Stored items
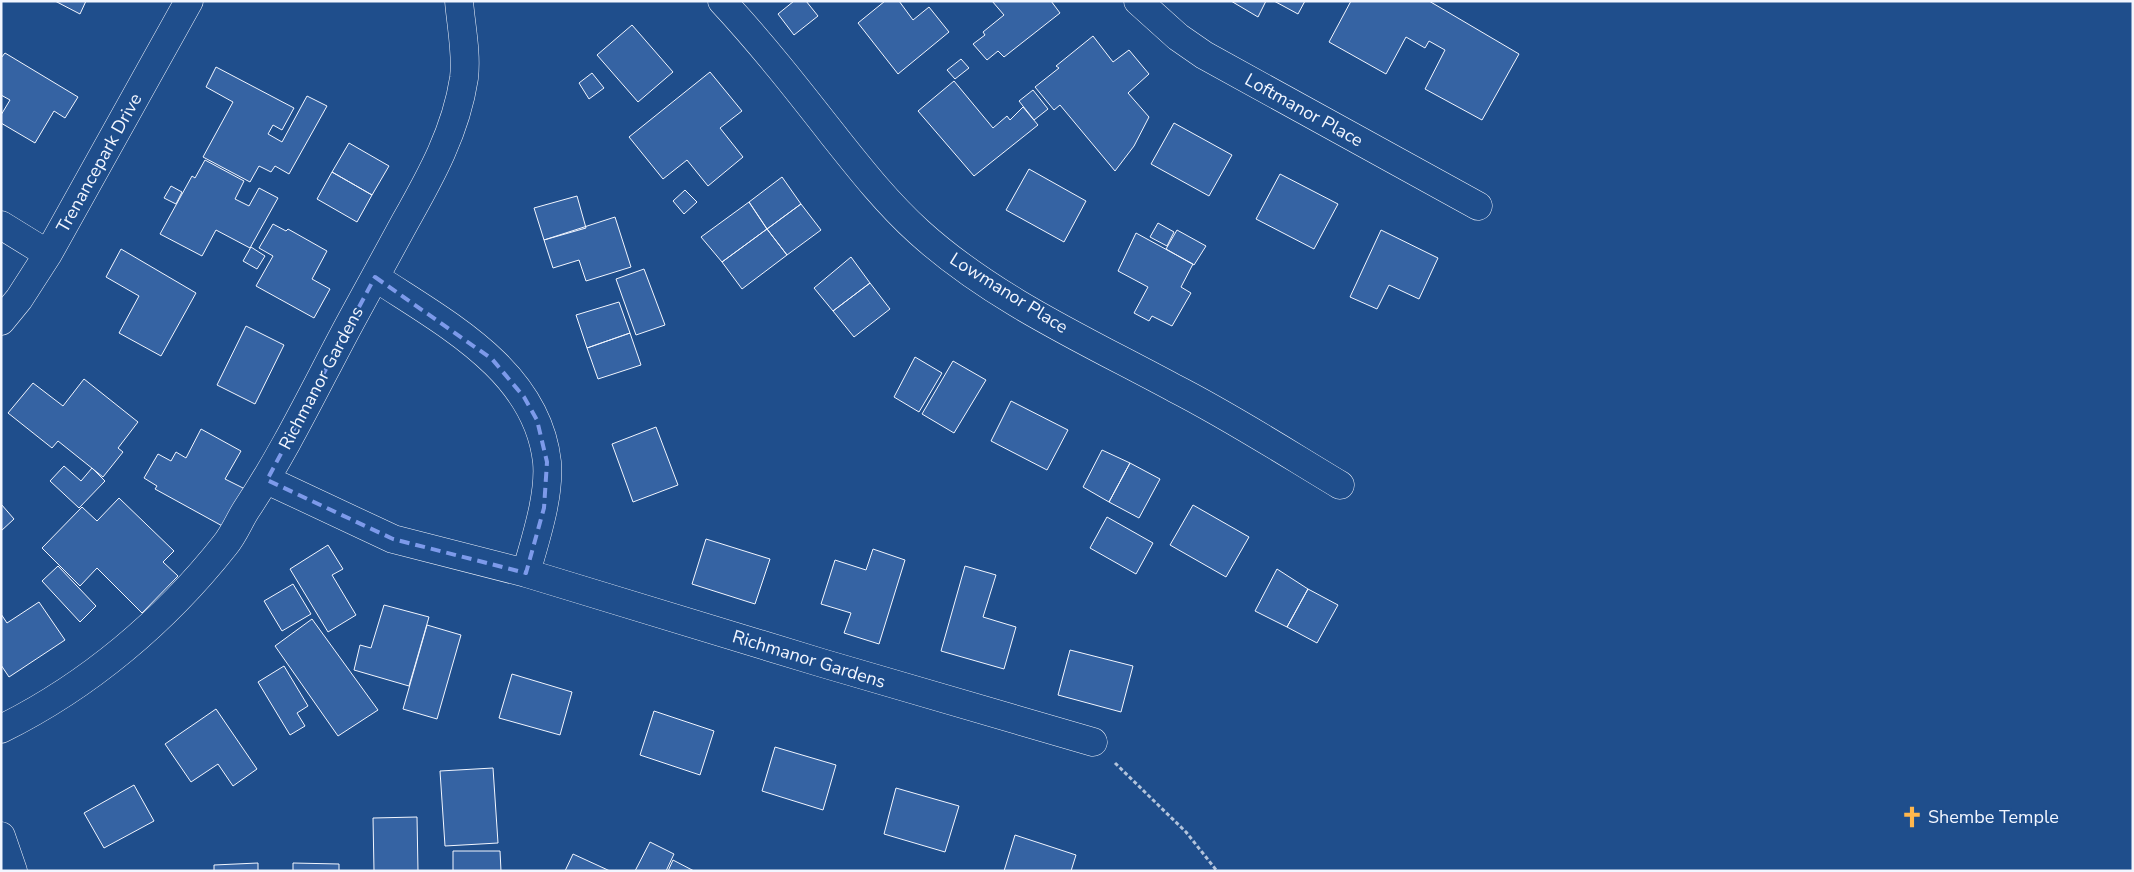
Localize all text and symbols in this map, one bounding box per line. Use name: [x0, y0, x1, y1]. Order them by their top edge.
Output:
street label: Loftmanor Place: [1241, 68, 1367, 152]
street label: Trenancepark Drive: [51, 89, 147, 237]
street label: Lowmanor Place: [945, 247, 1073, 339]
street label: Richmanor Gardens: [273, 302, 369, 454]
street label: Richmanor Gardens: [730, 624, 888, 694]
church icon: Shembe Temple: [1899, 804, 1925, 830]
place label: Shembe Temple: [1928, 805, 2059, 829]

**What to produce**:
Each record above must be returned exactly as written, with its pictures omitted.

**Result**:
Localize all text and symbols in this map, one bounding box per line. Use name: [x0, y0, x1, y1]. Order them by their top edge.
Output:
street label: Loftmanor Place: [1241, 68, 1367, 152]
street label: Trenancepark Drive: [51, 89, 147, 237]
street label: Lowmanor Place: [945, 247, 1073, 339]
street label: Richmanor Gardens: [273, 302, 369, 454]
street label: Richmanor Gardens: [730, 624, 888, 694]
church icon: Shembe Temple: [1899, 804, 1925, 830]
place label: Shembe Temple: [1928, 805, 2059, 829]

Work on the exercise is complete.